Single father hopes for surrogacy law change

Children|Family Law|August 18th 2016

A single father who used a surrogate mother to have a child hopes the laws which regulate these agreements will soon be changed.

The man’s son was born two years ago following a surrogacy agreement with a woman in the United States. The child was conceived using a third party donor egg. Under American law, he is recognised as the child’s legal father and has parental responsibility for him.

However, he has faced legal difficulties in the UK. The Human Fertilisation and Embryology Act 2008 states that applications for parental orders following surrogacy can only be made by couples who are married, civil partners or “in an enduring family relationship”. Surrogate mothers are considered the legal parents until the people who wanted the child get a ‘parental order’. Once they have done so, they are legally recognised as parents. Single people are not eligible for such orders.

The father’s legal lack of a parental order apparently means he cannot apply for his son to have a passport, he said in a BBC interview this week. This meant he was unable “to take [his] son away on a trip for a short period of time”. He will continue to have similar problems as the boy gets older, he continued, as he “can’t choose which school [the boy] goes to”.

Earlier this year, the child was made a ward of court. This means that while the father continues to look after him day-to-day, the High Court is responsible for all decisions regarding his care. In a later judgment Sir James Munby, President of the Family Division, ruled that the law discriminated against single parents.

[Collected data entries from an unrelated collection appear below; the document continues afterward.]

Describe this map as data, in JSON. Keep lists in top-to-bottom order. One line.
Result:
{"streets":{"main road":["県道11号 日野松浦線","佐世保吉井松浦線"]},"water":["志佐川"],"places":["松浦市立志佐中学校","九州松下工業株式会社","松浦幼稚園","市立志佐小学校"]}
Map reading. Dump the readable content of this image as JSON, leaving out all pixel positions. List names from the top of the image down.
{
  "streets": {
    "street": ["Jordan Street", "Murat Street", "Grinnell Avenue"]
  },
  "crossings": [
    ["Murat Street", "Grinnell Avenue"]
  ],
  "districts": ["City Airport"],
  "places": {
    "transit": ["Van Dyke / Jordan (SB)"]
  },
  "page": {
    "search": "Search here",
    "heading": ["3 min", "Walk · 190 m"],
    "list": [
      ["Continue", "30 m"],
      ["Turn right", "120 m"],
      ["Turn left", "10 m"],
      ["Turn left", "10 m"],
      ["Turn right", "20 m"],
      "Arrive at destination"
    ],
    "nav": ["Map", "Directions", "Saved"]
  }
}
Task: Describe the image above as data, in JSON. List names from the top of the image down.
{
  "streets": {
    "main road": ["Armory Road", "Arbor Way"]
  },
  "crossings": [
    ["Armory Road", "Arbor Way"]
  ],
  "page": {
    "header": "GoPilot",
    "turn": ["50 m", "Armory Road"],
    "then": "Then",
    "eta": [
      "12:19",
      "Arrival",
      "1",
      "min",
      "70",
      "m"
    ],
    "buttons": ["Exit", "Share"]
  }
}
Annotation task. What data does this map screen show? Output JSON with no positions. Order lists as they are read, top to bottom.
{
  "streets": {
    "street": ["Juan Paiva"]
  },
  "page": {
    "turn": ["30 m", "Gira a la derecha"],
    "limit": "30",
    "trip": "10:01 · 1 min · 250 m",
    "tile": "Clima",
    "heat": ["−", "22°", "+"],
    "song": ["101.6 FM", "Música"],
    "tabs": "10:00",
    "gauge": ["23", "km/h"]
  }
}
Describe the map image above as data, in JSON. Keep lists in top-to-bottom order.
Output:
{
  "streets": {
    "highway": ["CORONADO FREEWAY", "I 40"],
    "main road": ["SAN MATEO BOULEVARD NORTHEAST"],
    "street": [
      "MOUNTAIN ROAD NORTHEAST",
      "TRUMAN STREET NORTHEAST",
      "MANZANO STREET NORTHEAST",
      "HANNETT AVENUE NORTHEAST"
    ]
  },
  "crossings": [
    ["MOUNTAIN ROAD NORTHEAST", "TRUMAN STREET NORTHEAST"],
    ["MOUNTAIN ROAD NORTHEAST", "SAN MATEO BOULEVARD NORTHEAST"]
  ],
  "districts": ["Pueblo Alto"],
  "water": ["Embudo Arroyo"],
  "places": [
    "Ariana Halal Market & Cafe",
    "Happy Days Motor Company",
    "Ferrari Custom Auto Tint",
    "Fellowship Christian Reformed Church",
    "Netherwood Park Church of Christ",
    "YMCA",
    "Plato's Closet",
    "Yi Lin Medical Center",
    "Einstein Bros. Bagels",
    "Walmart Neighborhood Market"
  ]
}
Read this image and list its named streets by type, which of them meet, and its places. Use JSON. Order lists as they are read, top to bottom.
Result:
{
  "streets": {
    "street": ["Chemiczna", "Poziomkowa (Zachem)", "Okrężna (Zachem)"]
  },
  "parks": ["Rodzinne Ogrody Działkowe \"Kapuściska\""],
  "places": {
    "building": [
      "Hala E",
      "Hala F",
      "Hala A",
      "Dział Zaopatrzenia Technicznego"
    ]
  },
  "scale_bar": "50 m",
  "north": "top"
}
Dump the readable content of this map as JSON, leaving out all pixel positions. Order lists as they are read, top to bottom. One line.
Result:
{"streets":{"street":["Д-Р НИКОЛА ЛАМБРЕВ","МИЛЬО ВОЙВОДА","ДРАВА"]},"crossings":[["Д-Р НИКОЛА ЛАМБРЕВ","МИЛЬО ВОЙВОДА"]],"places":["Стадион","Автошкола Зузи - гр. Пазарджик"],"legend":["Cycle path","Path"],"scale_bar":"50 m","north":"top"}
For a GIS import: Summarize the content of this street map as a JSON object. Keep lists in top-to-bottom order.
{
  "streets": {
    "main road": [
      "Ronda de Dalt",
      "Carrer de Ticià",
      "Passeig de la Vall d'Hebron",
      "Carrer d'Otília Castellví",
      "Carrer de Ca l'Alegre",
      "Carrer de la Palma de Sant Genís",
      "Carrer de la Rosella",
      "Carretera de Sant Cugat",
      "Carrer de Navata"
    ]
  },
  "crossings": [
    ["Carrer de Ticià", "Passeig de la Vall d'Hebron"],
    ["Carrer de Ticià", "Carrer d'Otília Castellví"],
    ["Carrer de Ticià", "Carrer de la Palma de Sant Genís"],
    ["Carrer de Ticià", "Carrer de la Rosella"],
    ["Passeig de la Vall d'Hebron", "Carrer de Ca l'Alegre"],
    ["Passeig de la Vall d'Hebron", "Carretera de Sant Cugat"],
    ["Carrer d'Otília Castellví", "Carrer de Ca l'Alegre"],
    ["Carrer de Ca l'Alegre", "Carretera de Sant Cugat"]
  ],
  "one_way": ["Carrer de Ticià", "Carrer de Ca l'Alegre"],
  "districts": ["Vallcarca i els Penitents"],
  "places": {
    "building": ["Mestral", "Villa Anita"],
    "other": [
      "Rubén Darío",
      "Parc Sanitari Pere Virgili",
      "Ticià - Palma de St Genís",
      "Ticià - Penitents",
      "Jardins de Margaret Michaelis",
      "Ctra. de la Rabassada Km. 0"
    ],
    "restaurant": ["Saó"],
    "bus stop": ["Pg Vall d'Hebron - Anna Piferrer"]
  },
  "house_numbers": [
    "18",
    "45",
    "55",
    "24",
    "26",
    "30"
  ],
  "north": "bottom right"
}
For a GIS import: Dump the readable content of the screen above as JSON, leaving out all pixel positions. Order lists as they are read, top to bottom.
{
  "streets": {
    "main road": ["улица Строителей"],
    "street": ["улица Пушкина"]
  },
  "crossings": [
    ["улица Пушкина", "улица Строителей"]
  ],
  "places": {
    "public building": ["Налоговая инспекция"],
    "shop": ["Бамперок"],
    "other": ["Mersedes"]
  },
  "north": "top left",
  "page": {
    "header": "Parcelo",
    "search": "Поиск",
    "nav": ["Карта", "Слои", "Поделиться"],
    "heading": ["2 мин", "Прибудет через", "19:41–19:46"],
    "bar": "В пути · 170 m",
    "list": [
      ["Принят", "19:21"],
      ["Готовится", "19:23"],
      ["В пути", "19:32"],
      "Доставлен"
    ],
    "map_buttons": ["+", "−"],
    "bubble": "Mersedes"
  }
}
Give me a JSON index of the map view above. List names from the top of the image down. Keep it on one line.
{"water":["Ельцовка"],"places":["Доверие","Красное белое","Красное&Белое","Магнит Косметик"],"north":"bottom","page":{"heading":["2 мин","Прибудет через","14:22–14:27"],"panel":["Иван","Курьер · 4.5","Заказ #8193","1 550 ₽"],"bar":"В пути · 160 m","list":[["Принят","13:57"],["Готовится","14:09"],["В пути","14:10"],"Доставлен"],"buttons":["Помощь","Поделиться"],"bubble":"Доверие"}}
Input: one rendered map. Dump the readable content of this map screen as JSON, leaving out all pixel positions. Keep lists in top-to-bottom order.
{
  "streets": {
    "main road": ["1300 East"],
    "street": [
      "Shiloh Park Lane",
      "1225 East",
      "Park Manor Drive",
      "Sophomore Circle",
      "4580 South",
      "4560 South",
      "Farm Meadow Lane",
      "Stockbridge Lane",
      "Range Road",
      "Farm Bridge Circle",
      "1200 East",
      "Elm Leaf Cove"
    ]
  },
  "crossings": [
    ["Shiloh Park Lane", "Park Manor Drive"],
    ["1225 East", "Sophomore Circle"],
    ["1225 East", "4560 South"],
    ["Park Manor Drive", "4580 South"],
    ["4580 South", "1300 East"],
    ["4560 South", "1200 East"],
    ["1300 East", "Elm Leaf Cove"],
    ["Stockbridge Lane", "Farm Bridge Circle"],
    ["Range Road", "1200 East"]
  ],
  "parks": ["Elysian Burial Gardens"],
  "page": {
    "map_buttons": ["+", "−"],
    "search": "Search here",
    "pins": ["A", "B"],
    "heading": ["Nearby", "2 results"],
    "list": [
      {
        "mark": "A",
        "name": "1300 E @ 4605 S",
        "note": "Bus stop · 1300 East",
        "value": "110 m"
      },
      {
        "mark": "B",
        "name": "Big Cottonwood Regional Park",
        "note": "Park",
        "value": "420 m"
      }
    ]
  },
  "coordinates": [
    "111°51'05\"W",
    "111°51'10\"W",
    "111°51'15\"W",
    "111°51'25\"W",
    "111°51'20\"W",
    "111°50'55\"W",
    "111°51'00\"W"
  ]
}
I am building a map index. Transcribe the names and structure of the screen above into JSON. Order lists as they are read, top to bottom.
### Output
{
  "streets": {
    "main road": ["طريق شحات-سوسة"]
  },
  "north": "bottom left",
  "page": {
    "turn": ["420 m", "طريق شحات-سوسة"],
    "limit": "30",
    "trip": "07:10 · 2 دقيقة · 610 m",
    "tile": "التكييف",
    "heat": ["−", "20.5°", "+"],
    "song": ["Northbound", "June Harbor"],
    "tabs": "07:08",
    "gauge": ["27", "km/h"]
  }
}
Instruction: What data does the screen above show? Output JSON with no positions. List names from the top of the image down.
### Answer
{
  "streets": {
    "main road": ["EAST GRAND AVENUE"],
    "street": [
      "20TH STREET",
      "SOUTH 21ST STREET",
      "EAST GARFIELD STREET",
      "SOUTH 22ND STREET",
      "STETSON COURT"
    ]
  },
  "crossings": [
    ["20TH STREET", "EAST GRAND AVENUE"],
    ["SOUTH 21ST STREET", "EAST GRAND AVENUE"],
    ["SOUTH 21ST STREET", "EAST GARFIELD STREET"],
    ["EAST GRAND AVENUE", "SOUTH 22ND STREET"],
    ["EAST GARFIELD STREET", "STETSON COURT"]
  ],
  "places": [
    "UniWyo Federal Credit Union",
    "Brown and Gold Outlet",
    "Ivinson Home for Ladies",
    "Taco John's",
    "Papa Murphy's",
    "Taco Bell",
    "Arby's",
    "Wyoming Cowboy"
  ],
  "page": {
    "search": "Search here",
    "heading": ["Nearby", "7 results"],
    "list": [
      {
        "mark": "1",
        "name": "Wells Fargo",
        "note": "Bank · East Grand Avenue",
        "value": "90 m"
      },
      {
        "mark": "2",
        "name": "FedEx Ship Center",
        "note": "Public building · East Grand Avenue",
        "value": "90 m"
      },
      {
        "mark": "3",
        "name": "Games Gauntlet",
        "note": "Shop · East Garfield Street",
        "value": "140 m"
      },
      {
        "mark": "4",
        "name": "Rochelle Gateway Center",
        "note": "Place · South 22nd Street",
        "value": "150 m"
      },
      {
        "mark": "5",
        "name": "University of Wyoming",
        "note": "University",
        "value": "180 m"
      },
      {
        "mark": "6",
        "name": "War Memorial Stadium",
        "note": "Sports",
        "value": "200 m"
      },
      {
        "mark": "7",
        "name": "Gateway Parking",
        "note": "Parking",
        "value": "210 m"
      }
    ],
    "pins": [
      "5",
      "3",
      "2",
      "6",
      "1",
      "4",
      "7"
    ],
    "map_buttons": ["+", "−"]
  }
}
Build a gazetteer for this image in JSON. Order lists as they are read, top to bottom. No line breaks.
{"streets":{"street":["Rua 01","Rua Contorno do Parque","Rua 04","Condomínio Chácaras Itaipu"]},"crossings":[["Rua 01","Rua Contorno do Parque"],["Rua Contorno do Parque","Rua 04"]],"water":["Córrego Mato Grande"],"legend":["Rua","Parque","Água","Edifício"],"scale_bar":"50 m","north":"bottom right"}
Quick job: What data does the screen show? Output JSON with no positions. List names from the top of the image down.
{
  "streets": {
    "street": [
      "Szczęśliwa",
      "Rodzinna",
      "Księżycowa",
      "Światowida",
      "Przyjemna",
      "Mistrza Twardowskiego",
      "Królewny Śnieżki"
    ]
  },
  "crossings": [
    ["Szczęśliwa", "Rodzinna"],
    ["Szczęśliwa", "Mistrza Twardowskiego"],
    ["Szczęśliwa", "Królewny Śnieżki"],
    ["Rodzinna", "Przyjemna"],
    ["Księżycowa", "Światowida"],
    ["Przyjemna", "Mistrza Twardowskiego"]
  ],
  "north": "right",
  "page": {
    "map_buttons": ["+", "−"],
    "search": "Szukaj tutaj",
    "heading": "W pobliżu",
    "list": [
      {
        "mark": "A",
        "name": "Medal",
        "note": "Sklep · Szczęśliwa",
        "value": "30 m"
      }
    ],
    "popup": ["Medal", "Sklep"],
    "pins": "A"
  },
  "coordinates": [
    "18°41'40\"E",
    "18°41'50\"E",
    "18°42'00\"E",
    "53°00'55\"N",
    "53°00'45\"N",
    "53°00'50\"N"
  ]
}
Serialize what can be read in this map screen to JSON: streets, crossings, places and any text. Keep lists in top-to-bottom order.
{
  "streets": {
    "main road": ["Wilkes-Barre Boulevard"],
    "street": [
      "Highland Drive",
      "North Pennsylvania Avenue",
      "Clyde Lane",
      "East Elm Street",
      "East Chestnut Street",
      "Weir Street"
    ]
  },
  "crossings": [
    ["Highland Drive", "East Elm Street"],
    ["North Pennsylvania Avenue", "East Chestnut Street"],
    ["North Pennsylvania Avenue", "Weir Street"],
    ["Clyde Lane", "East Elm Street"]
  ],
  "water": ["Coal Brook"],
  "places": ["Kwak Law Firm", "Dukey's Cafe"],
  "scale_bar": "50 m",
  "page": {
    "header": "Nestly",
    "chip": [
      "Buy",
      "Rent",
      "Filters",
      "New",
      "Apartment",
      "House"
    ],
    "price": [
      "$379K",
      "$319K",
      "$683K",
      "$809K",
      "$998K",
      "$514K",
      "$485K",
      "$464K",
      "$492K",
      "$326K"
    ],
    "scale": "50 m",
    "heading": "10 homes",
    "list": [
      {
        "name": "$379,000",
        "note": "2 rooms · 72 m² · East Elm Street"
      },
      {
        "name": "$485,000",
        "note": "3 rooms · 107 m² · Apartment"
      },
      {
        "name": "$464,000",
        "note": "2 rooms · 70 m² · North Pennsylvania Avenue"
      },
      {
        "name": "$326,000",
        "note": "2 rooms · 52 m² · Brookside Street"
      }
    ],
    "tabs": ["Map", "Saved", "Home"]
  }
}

In response to the judgment, Health Minister Lord Prior said the government would seek “to update the legislation on parental orders, and are now considering how best to do this”. The father told the BBC this possibility made him “very happy because it means that there’s a strong likelihood that the law will be changed” and he will finally “be in the same situation as most families”.

The man’s solicitor said she had more than 40 other clients in similar circumstances. Most of them are going through daily life “hoping that no-one ever asks the questions to uncover the fact that they don’t have the status they need”.

I must admit that I do think surrogacy law needs overhauling. Science and the creation of “designer babies” has moved faster than the law. But should just one person be able to have a parental order or should a child have two parents as a result of surrogacy. I agree with a revision of the time limit of 6 months to apply for such an order. I’m more troubled by the one parent proposal.